Letter of Support from Patients Out of Time
Updated: Mar 19
Letter of Support for the Green Paper developed by the
Veterans Action Council
Patients Out of Time
February 26, 2021
Patients Out of Time is in full support of the Veterans Action Council’s Green Paper and agrees that the time to de-schedule cannabis was yesterday. The 1993 “Marijuana As Medicine” document written by Randall and O’Leary gave clear evidence that cannabis is a safe and effective medicine and that it was unjustly placed in Schedule I of the controlled substances – the forbidden category of drugs. To be placed in Schedule I, a drug has to meet 3 criteria: 1) not safe for medical use, 2) no accepted medical value in the U.S., and 3) highly addictive. Cannabis meets NONE of the 3 criteria.
It has been over 27 years since that paper was published and nothing has changed with the federal government’s marijuana prohibition, despite the ever-growing evidence of the value of this plant as a medicine, food product, and an environmentally friendly source of fuel, fiber and building products.
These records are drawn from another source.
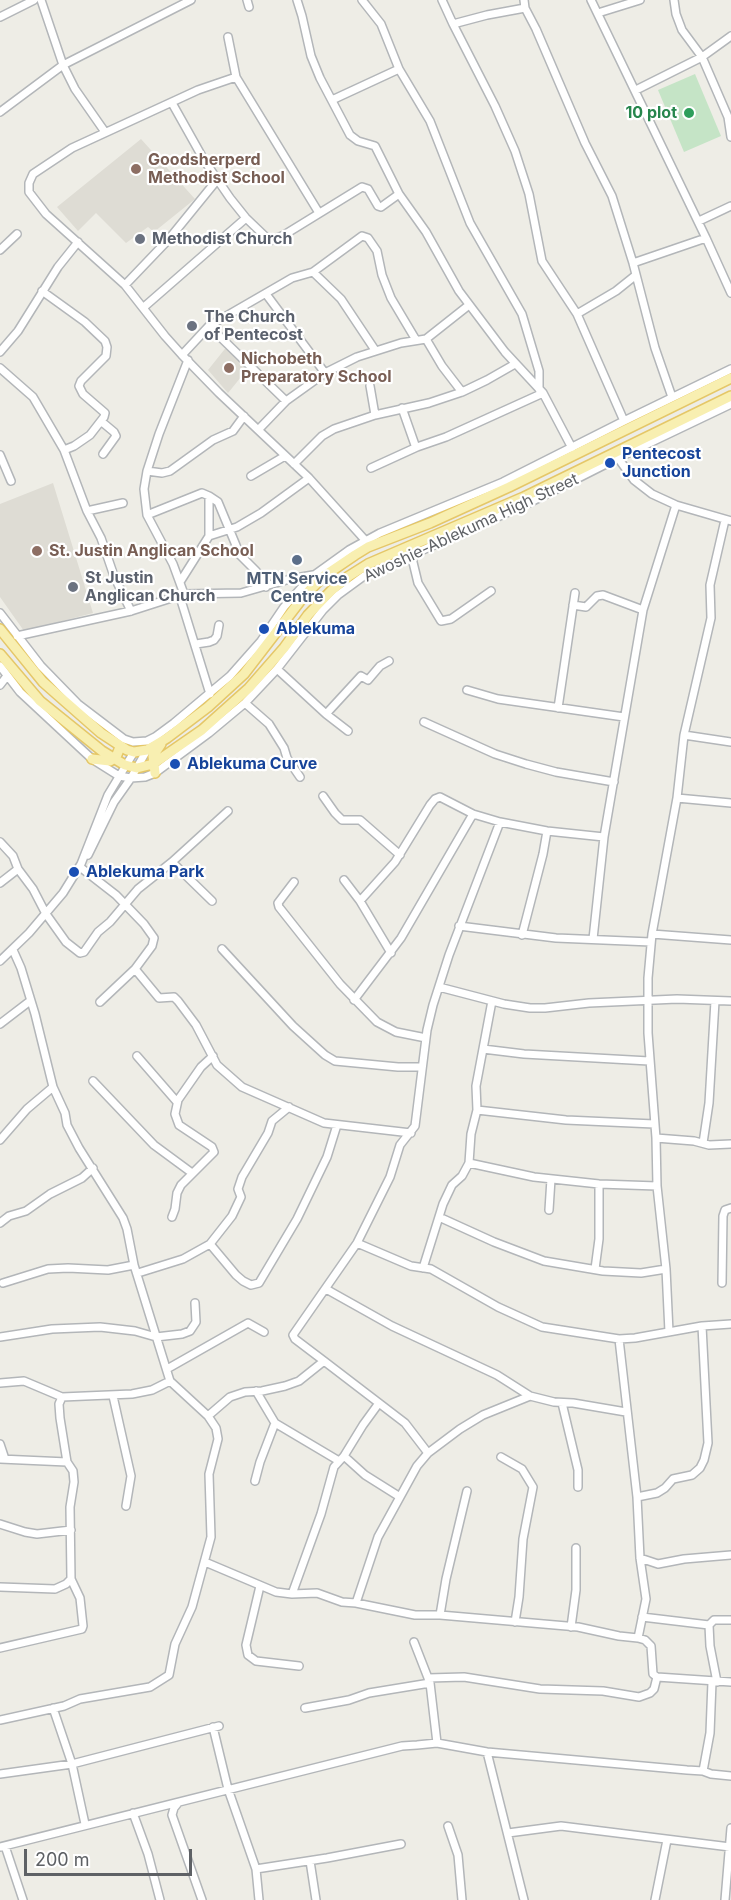 <!DOCTYPE html>
<html>
<head>
<meta charset="utf-8">
<style>
	body { margin:0 }
	#map { position:relative; width:731px; height:1900px; overflow:hidden; background:#eeede6; font-family:Inter,sans-serif }
	canvas { display:block }
	.scale { position:absolute; left:24px; top:1849px; width:168px; height:27px; box-sizing:border-box; border:3px solid #5e6165; border-top:0; padding-left:8px; font-size:18px; line-height:21px; white-space:nowrap; color:#5e6165; -webkit-text-stroke:4px #fff; paint-order:stroke }
</style>
</head>
<body>
<div id="map">
<canvas width="731" height="1900"></canvas>
<div class="scale">200 m</div>
</div>
<script>
const context = document.querySelector('canvas').getContext('2d');
context.lineJoin = 'round';
function paint(path, color) {
  context.fillStyle = color;
  context.fill(path, 'evenodd');
}
function toPath(rows) {
  const path = new Path2D();
  for (const r of rows) {
    path.moveTo(r[0], r[1]);
    for (let i = 2; i < r.length; i += 2) path.lineTo(r[i], r[i + 1]);
  }
  return path;
}
function strokePath(path, color, width, dash) {
  context.strokeStyle = color;
  context.lineWidth = width;
  context.lineCap = dash ? 'butt' : 'round';
  context.setLineDash(dash || []);
  context.stroke(path);
}
function label(font, color, halo, rows, align = 'center') {
  context.font = font + ' Inter,sans-serif';
  context.lineWidth = 4.5;
  context.setLineDash([]);
  context.textBaseline = 'middle';
  context.strokeStyle = halo;
  context.fillStyle = color;
  for (const [text, x, y, turn = 0] of rows) {
    context.save();
    context.translate(x, y);
    context.rotate((+turn || 0) * Math.PI / 180);
    context.textAlign = isNaN(turn) ? turn : align;
    if (halo) context.strokeText(text, 0, 0);
    context.fillText(text, 0, 0);
    context.restore();
  }
}
paint(toPath([
	[141,139,195,199,154,232,148,227,126,243,96,213,78,231,57,207],
	[228,345,250,366,228,393,208,370],
	[53,483,93,613,24,631,0,597,0,504]
]), '#dedcd4');
paint(toPath([
	[695,74,721,136,684,152,658,90]
]), '#c5e4c6');
const minor = toPath([
	[41,0,63,65,75,89,105,132],
	[247,0,249,7],
	[297,0,302,16,311,56,320,78,350,135,358,141,375,146,399,194,426,232,459,291,505,352,543,393,572,448],
	[362,0,381,24,399,69,430,121,470,223,522,314,539,371,539,389],
	[442,0,453,24,495,106,515,151,529,194,542,261,577,314,624,421],
	[524,0,525,8,536,29,585,143,612,196,633,263,655,348,672,397],
	[591,0,706,238,731,293],
	[674,0,676,14,682,30,702,57,728,117,731,137],
	[598,13,640,0],
	[0,17,34,0],
	[453,24,487,15,525,8],
	[228,37,236,77,319,213],
	[236,77,198,90,72,148,33,174,29,183,29,192,46,214,125,285,165,336,182,355,219,393,309,478,365,540],
	[636,90,702,57,731,36],
	[332,100,399,69],
	[172,103,204,160,230,198,246,218,270,241,284,235,362,187,368,189,378,206,381,207,399,194],
	[0,112,63,65,191,0],
	[699,221,731,206],
	[0,250,17,234],
	[633,263,706,238],
	[313,272,341,299,375,350],
	[125,285,169,239,217,180],
	[266,294,325,373],
	[144,307,246,218],
	[577,314,616,291,636,275],
	[209,326,286,401],
	[426,339,442,366,462,392],
	[0,352,18,331,58,267,78,242],
	[182,355,209,326,292,278,313,272,362,236,368,238,377,251,382,275,391,298,416,340],
	[0,368,33,397,64,450,74,446,90,435,104,417,105,413,83,394,79,386,81,381,106,356,107,347,105,341,85,322,42,291],
	[370,386,375,415],
	[402,408,415,445,417,447],
	[102,422,114,432,116,436,103,454],
	[259,429,286,401,325,373,357,357,401,343,426,339,469,305],
	[64,450,87,511,101,538,114,576,131,611],
	[0,455,11,481],
	[618,458,634,480,652,494,676,505,731,521],
	[294,464,322,436,334,429,375,415,429,403,462,392,487,380,515,364],
	[371,468,417,447,446,437,543,393],
	[147,471,162,473,170,471,213,440,233,431,244,416],
	[251,476,285,456],
	[209,496,218,502,240,555,256,571,266,587],
	[87,511,123,503],
	[147,515,202,493,209,496,209,536,180,582],
	[209,536,237,527,261,513,309,478],
	[411,554,418,583,441,621,451,619,491,591],
	[184,594,173,564,147,515,144,489,147,471,159,434,188,360],
	[180,597,210,694],
	[573,605,586,607,597,596,603,595,643,610],
	[0,613,41,666,78,704,124,739,133,742,147,741,155,737,174,723,230,676,261,641,284,607,310,578,349,550,380,533,503,482,624,421,731,369],
	[17,636,131,611,184,594,241,593,290,579,313,575],
	[196,644,209,642,214,640,217,636,219,625],
	[0,666,20,692,92,759,119,776,131,778,145,777,155,773,209,733,245,703,277,669,323,610,338,595,364,576,527,504,618,458,731,404],
	[277,669,326,714,348,731],
	[0,685,7,676],
	[467,690,498,699,624,717],
	[245,703,269,724,284,748,287,758,300,777],
	[558,708,575,593],
	[326,714,361,676,368,680,380,666,389,661],
	[424,722,495,754,526,764,556,772,614,782],
	[684,735,731,742],
	[323,796,335,813,342,820,360,820,400,855],
	[677,798,731,803],
	[0,842,13,856,18,869,33,889,46,914,66,942,80,953,84,952,98,932,110,922,138,889,172,862,228,811],
	[88,855,114,802,131,778,147,750],
	[172,862,212,901],
	[80,867,116,895,144,924,154,938,152,946,135,969,100,1002],
	[344,880,360,901,391,953],
	[294,882,278,903,279,907,340,984,377,1022,396,1032,426,1038],
	[0,883,18,869],
	[360,901,395,862,430,805,435,799,440,797,473,814,500,822,547,831,604,837],
	[459,926,556,938,651,942],
	[652,934,731,940],
	[522,935,543,854,547,831],
	[593,939,604,837,643,610,676,505],
	[222,949,293,1026,325,1055,335,1061,398,1067,422,1067],
	[0,961,29,933,63,893,81,864,108,795,134,752],
	[135,969,159,998,174,997,178,1001,196,1025,217,1065,242,1087,324,1123,411,1133],
	[439,987,504,1004,530,1008,545,1008,589,1003,677,999,731,1001],
	[354,1000,401,938,473,814],
	[0,1024,30,1001],
	[483,1049,524,1054,649,1061],
	[137,1056,177,1102],
	[93,1081,154,1145,192,1173],
	[477,1110,566,1120,654,1124],
	[656,1138,694,1141,709,1145,731,1144],
	[0,1140,27,1109,53,1087],
	[703,1143,709,1103,715,1001],
	[469,1163,534,1177,599,1184,657,1186],
	[549,1210,551,1179],
	[172,1217,175,1209,177,1193,181,1185,214,1152,212,1147,179,1125,175,1114,178,1100,201,1067,213,1056],
	[439,1217,494,1242,544,1261,603,1271,641,1273,666,1269],
	[0,1223,9,1216,26,1211,50,1194,82,1178,93,1168],
	[357,1243,411,1266,431,1269,498,1307,542,1327,619,1339,635,1338,702,1326,731,1324],
	[210,1244,236,1275,243,1281,251,1285,259,1283,297,1219,327,1157,337,1125],
	[423,1268,443,1204,452,1185,462,1176,469,1163,471,1134,477,1110,476,1086,492,1001],
	[595,1269,599,1239,599,1184],
	[138,1273,183,1259,210,1244,232,1216,241,1197,238,1189,242,1177,268,1133,272,1121,289,1107],
	[3,1283,48,1269,68,1268,108,1270,134,1265],
	[722,1283,723,1216,725,1210,731,1208],
	[326,1289,392,1326,497,1375,530,1396,554,1402,573,1403,626,1412],
	[669,1332,666,1269,657,1186,656,1138,648,1033,648,978,652,934,677,798,684,735,711,618,710,585,725,520],
	[0,1337,52,1329,100,1327,135,1331,156,1337,182,1334,190,1331,196,1322,195,1303],
	[619,1339,637,1497,640,1558,646,1599,638,1638],
	[167,1369,248,1323,264,1332],
	[0,1383,24,1381,62,1397],
	[113,1396,131,1476,126,1506],
	[562,1403,578,1470,578,1487],
	[208,1416,230,1397,245,1392,262,1391,285,1386,299,1381,324,1361],
	[275,1423,339,1461],
	[0,1444,5,1459],
	[428,1453,405,1423,324,1361,295,1339,293,1335,357,1243,390,1177,400,1145,415,1126,427,1030,433,1005,449,955,500,822],
	[344,1456,365,1475,400,1497],
	[501,1457,522,1469,533,1487,523,1539,519,1597,515,1622],
	[0,1459,67,1462],
	[255,1481,260,1462,275,1423,256,1391],
	[637,1497,657,1493,665,1488,673,1479,692,1475,700,1468,704,1460,708,1443,702,1326],
	[0,1524,25,1532,37,1534,71,1530],
	[640,1558,658,1564,684,1559,731,1555],
	[205,1562,276,1592,292,1594,317,1593,342,1602,356,1603,415,1615,440,1615,578,1627,619,1636,638,1638,645,1640,651,1646,653,1674,657,1677,731,1682],
	[260,1586,246,1645,248,1655,256,1661,299,1666],
	[0,1587,55,1589,66,1584,71,1579,70,1507,74,1482,73,1471,67,1462,60,1418,59,1404,62,1397,132,1394,152,1390,170,1381],
	[292,1594,321,1514,334,1467,344,1456,363,1425,379,1403],
	[356,1603,378,1537,417,1466,428,1453,460,1429,483,1415,530,1396],
	[440,1615,446,1579,467,1491],
	[642,1617,709,1625],
	[571,1627,576,1590,576,1548],
	[414,1642,430,1683,437,1743],
	[0,1648,82,1629,83,1626,80,1598,71,1579],
	[428,1678,464,1677,540,1689,603,1691,639,1697,650,1693,654,1689,657,1677],
	[717,1682,710,1646,709,1625,714,1620,731,1620],
	[53,1708,72,1764,85,1824],
	[305,1708,349,1700,369,1693,430,1683],
	[0,1720,64,1706,80,1699,150,1687,169,1675,175,1644,192,1607,211,1537,209,1474,218,1439,216,1428,208,1416,170,1381,134,1265,127,1229,123,1218,79,1148,67,1125,65,1113,53,1087,35,1014,21,968,13,950],
	[213,1727,228,1789,256,1869,327,1858,401,1844],
	[487,1752,524,1900],
	[703,1771,710,1733,712,1682],
	[0,1774,72,1764,219,1726],
	[178,1803,174,1808,172,1815,202,1900],
	[133,1813,148,1854,160,1900],
	[448,1826,458,1855,462,1900],
	[508,1833,561,1826,730,1847],
	[5,1846,23,1900],
	[0,1847,402,1746,417,1745,437,1743,487,1752,687,1770,703,1771,711,1774,731,1776],
	[310,1861,316,1900],
	[256,1869,259,1900],
	[655,1900,667,1840],
	[725,1900,731,1828]
]);
const major = toPath([
	[0,629,43,682,101,733,127,750,134,752,147,750,167,738,208,707,244,674,304,596,324,576,355,555,368,547,430,523,509,487,731,378],
	[0,654,40,701,102,751,125,765,137,768,153,764,202,730,249,688,284,648,308,615,332,590,349,576,368,564,524,497,731,396],
	[92,759,110,761,116,757,120,747],
	[155,773,153,756,161,744]
]);
strokePath(minor, '#b3b6b9', 10);
strokePath(major, '#e5c768', 12);
strokePath(minor, '#fff', 7);
strokePath(major, '#f8efb1', 9);
for (const [x, y, r, color] of [
	[689,113,6,"#2e9e5b"],
	[136,169,6,"#8d6e63"],
	[140,239,6,"#6b7280"],
	[192,326,6,"#6b7280"],
	[229,368,6,"#8d6e63"],
	[610,463,6,"#1a4fb4"],
	[37,551,6,"#8d6e63"],
	[297,560,6,"#5c6f8a"],
	[73,587,6,"#6b7280"],
	[264,629,6,"#1a4fb4"],
	[175,764,6,"#1a4fb4"],
	[74,872,6,"#1a4fb4"]
]) {
  const dot = new Path2D();
  dot.arc(x, y, r, 0, 2 * Math.PI);
  context.fillStyle = color;
  context.fill(dot);
  strokePath(dot, '#fff', 2);
}
label('bold 16px', '#27864d', '#fff', [
	["10 plot",677,113]
], 'right');
label('bold 16px', '#785e54', '#fff', [
	["Goodsherperd",148,160],
	["Methodist School",148,178],
	["Nichobeth",241,359],
	["Preparatory School",241,377],
	["St. Justin Anglican School",49,551]
], 'left');
label('bold 16px', '#5b616d', '#fff', [
	["Methodist Church",152,239],
	["The Church",204,317],
	["of Pentecost",204,335],
	["St Justin",85,578],
	["Anglican Church",85,596]
], 'left');
label('bold 16px', '#164399', '#fff', [
	["Pentecost",622,454],
	["Junction",622,472],
	["Ablekuma",276,629],
	["Ablekuma Curve",187,764],
	["Ablekuma Park",86,872]
], 'left');
label('16px', '#5e6165', '#fff', [
	["Awoshie-Ablekuma High Street",471,528,-25]
]);
label('bold 16px', '#4e5e75', '#fff', [
	["MTN Service",297,579],
	["Centre",297,597]
]);
</script>
</body>
</html>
Patients Out of Time was founded in 1995 by 2 Navy Veterans, Al Byrne and Mary Lynn Mathre with the mission to educate health care professionals and the public about the therapeutic use of cannabis. In 2000, Patients Out of Time began its biennial, now annual, National Clinical Conference on Cannabis Therapeutics series, which brings the leading cannabis scientists, clinicians, and patients together to share the current state of cannabis science and clinical practice.
Since that 1993 paper scientists have discovered the endocannabinoid system (ECS) – a molecular signaling system found in humans and all creatures (except insects) with the central role of maintaining homeostasis or balance. This system is involved in most, if not all, physiological processes within our bodies that protect us from stressors and help us heal. We make cannabinoids (endogenous cannabinoids) similar to the cannabinoids found in the cannabis plant (phyto-cannabinoids). Cannabis is an essential medicine when our own ECS is overwhelmed or deficient.
Since that 1993 paper, the Institute of Medicine completed Marijuana as Medicine: Assessing the Science Base in 1999 and the National Academy of Sciences, Engineering and Medicine completed its report, The Health Effects of Cannabis and Cannabinoids in 2017. Both national reports support the safety and efficacy of cannabis therapeutics.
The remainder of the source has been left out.